La conférence nationale intitulée « Autonomisation économique des femmes rurales : dynamiques récentes et politiques publiques d’appui » a été organisée par un consortium incluant l’association APEDDUB, l’institut d’enseignement supérieur INAT, et les instituts de recherche INRAT et Cirad. Cette conférence a clôturé ses travaux aujourd’hui à l’auditorium de l’INAT (Tunis). Cet événement a réuni des décideurs publics, des experts maghrébins, des représentantes de groupements féminins des gouvernorats de Siliana et Béja, et des ouvrières agricoles de Béja.
Les femmes rurales, actrices économiques dans le monde rural
Dans le milieu rural tunisien, les activités économiques des femmes se sont fortement développées ces dernières années. D’une part, des associations de productrices ont été créées et mènent différentes activités entrepreneuriales, telles que la préparation des plats traditionnels ou l’artisanat. Ces associations fonctionnent en général sous le statut de Groupements de Développement Agricole et de la Pêche (GDAP), et leur nombre est passé d’une seule unité en 2011 à 252 groupements en 2026, rassemblant 7657 membres. D’autre part, les femmes représentent maintenant une part significative de la main d’œuvre agricole et elles jouent un rôle clé dans le fonctionnement au quotidien du secteur agricole.
Les défis de l’autonomie
Malgré cette croissance, cette dynamique n’aboutit que partiellement à une autonomie économique des femmes rurales. Les GDAP féminins sont souvent fragiles. Il existe des freins structurels à l’autonomie réelle de ces stuctures, notamment :
- Cadre juridique contraignant : L’absence d’un statut spécifique pour les GDAP féminins limite leur capacité à générer et réinvestir des bénéfices.
- Déficit d’infrastructures : À Siliana, par exemple, la majorité des groupements manquent de locaux professionnels, ce qui entrave leur capacité de stockage et de transformation.
- Accès limité au financement : Une faible capacité d’autofinancement et des difficultés d’accès aux crédits bancaires classiques freinent le développement commercial de leurs produits.
Par ailleurs, les ouvrières agricoles travaillent en grande partie de façon informelle, touchent de salaires bas, et ne bénéficient souvent pas d’une protection sociale.

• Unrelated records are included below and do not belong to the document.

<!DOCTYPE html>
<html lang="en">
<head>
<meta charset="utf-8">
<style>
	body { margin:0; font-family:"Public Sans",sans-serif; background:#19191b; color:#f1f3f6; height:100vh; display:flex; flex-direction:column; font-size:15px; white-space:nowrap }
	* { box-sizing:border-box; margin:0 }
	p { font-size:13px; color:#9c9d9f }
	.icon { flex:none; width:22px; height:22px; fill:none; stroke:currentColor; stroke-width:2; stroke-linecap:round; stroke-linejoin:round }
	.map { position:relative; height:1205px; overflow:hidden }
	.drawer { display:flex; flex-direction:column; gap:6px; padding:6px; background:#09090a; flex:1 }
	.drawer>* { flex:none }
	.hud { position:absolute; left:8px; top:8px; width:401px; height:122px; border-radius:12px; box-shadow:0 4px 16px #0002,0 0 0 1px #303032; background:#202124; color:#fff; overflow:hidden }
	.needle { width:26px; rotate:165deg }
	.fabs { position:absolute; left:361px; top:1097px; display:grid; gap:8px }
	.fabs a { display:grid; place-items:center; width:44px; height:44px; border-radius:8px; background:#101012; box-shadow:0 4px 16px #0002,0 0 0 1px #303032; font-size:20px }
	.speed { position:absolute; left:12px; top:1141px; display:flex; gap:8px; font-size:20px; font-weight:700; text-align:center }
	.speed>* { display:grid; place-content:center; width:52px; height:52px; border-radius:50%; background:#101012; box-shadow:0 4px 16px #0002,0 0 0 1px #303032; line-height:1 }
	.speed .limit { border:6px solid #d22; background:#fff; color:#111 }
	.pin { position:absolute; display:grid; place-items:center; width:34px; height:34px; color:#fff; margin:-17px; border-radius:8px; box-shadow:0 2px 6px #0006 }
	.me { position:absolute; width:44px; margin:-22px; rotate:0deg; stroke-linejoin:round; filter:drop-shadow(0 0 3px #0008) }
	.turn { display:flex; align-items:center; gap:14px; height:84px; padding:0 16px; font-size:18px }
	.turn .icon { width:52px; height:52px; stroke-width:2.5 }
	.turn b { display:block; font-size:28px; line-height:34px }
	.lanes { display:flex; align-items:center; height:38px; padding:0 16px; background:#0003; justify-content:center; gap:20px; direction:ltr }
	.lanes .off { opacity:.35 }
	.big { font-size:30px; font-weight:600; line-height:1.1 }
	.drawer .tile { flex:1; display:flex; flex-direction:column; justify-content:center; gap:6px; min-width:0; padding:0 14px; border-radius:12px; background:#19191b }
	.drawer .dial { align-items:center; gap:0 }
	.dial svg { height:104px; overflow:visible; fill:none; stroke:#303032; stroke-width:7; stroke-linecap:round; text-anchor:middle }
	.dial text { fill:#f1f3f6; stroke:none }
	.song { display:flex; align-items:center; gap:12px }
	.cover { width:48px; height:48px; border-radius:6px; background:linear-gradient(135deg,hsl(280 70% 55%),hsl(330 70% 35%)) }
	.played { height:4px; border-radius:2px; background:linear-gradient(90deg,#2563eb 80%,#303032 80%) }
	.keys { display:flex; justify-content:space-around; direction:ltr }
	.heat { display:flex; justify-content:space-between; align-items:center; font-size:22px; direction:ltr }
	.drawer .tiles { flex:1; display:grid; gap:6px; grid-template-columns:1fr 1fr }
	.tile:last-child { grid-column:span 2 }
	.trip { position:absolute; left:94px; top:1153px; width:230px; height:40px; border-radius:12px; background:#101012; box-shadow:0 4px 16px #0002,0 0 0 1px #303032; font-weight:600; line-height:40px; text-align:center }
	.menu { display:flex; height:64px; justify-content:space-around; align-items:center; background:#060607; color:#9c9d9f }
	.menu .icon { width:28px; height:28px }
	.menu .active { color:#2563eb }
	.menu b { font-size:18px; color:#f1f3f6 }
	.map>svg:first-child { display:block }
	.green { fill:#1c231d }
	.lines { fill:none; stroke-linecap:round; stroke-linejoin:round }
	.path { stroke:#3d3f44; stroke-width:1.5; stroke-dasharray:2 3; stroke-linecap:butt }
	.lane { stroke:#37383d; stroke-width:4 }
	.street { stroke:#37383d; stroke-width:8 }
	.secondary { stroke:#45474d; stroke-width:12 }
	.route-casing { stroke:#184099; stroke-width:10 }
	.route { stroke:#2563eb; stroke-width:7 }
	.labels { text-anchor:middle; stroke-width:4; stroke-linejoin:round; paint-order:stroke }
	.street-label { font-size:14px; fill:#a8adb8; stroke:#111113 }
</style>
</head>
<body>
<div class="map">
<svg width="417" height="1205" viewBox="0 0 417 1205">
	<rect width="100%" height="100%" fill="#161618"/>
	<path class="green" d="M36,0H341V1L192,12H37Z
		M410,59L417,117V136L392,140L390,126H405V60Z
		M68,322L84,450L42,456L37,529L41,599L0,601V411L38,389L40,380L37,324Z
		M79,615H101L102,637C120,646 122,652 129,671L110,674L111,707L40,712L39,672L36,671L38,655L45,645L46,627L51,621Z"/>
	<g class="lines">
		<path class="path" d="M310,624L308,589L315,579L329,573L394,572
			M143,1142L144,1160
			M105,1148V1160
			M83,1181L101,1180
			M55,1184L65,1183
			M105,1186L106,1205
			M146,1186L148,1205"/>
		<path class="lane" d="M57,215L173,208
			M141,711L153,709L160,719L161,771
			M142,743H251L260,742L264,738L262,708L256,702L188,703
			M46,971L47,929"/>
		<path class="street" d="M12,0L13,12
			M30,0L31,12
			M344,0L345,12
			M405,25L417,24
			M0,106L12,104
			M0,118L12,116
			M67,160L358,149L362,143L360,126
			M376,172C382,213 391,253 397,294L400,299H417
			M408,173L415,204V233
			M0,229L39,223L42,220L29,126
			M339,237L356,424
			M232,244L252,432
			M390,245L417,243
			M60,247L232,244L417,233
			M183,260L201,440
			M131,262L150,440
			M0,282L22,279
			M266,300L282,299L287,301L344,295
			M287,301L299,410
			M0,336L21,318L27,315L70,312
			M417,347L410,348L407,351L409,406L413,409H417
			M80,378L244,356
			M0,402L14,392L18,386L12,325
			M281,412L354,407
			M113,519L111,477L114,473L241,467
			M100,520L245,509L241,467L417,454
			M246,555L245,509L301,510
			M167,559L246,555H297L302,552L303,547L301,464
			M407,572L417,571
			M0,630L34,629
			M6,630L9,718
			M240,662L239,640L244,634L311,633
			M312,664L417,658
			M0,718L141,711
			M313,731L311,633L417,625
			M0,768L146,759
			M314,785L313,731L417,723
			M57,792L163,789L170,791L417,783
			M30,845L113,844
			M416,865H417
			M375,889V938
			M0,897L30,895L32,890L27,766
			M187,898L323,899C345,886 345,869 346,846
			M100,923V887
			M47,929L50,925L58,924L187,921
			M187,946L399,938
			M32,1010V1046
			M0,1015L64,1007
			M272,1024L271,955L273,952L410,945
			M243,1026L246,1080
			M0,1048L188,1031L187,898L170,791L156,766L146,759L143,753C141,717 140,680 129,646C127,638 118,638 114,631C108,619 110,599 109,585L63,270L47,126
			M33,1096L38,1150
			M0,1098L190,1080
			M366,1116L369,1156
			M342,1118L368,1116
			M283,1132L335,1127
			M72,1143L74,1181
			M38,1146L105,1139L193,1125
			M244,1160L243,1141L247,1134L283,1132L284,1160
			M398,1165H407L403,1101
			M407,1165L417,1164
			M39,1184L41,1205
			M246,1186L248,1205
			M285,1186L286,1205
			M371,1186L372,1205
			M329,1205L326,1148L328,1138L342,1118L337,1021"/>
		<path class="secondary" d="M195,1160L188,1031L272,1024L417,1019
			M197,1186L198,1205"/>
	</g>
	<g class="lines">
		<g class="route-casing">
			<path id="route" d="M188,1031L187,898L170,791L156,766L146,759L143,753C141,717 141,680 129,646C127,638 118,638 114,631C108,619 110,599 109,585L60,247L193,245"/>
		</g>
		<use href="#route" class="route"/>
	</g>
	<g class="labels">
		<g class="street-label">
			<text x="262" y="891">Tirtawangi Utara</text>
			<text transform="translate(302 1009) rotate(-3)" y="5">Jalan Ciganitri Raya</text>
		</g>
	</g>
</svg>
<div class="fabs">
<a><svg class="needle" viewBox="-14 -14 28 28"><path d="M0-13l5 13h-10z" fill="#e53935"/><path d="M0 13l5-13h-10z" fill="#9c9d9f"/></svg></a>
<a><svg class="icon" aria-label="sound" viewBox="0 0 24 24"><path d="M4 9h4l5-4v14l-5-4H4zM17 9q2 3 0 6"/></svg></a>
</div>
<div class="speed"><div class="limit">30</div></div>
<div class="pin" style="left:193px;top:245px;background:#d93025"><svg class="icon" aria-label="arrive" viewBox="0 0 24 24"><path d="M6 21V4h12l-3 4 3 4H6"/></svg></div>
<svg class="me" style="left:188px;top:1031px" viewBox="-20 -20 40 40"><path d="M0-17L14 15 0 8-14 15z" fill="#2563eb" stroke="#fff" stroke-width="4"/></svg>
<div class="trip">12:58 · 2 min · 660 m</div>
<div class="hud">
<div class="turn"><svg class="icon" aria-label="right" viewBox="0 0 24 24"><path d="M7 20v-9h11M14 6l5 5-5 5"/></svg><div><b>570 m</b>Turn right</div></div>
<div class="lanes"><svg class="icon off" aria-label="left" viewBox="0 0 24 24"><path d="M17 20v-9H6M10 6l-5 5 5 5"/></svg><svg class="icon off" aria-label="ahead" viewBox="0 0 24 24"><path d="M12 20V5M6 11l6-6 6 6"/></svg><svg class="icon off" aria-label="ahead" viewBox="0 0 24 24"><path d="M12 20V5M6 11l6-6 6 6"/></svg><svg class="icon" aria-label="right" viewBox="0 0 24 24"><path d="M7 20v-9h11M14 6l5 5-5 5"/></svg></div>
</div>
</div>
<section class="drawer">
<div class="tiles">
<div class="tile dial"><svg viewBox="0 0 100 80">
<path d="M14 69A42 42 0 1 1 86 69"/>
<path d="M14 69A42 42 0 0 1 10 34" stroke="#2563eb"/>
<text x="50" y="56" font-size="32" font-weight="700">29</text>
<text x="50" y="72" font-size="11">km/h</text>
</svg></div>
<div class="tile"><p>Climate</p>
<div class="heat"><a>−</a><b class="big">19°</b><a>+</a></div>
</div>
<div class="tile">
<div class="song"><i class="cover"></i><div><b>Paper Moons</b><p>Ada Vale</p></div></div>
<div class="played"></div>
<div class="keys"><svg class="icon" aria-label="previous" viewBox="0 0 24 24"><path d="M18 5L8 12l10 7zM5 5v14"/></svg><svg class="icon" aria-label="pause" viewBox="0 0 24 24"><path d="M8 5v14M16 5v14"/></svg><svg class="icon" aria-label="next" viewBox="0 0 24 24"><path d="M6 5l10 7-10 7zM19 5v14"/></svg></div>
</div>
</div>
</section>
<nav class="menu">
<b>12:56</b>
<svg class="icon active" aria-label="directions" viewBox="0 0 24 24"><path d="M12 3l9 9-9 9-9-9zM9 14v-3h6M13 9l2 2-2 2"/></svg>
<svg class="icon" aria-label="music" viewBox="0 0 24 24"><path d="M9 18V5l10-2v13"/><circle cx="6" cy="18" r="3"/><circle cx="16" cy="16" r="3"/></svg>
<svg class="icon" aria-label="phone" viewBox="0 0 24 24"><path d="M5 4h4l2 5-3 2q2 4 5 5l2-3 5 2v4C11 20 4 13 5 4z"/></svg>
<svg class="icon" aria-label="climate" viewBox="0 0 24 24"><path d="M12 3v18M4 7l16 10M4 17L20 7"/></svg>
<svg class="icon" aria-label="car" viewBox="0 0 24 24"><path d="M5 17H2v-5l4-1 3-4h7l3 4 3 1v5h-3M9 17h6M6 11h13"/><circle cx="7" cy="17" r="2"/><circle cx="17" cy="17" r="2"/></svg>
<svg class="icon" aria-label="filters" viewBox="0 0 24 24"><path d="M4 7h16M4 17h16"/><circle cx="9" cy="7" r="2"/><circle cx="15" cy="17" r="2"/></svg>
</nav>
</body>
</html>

Recommandations stratégiques pour les politiques publiques
La conférence a été l’occasion de présenter des notes de réflexion sur des politiques publiques permettant d’améliorer l’autonomisation économique des femmes rurales. Ces notes ont été élaborées en concertation avec les femmes rurales et les différents organisations publiques de développement intervenant sur cette thématique.
Différentes propositions ont été faites pour améliorer le fonctionnement des GDAP féminins, et notamment
1. Réforme institutionnelle : Créer un régime juridique souple, adapté à la nature économique des groupements de femmes rurales.
2. Insertion professionnelle des jeunes : Encourager le recrutement de jeunes diplômées (pour assurer la gestion technique et administrative des GDAP.
3. Accès aux marchés publics : Faciliter les partenariats locaux, comme l’approvisionnement des cantines scolaires par les produits des GDAP féminins.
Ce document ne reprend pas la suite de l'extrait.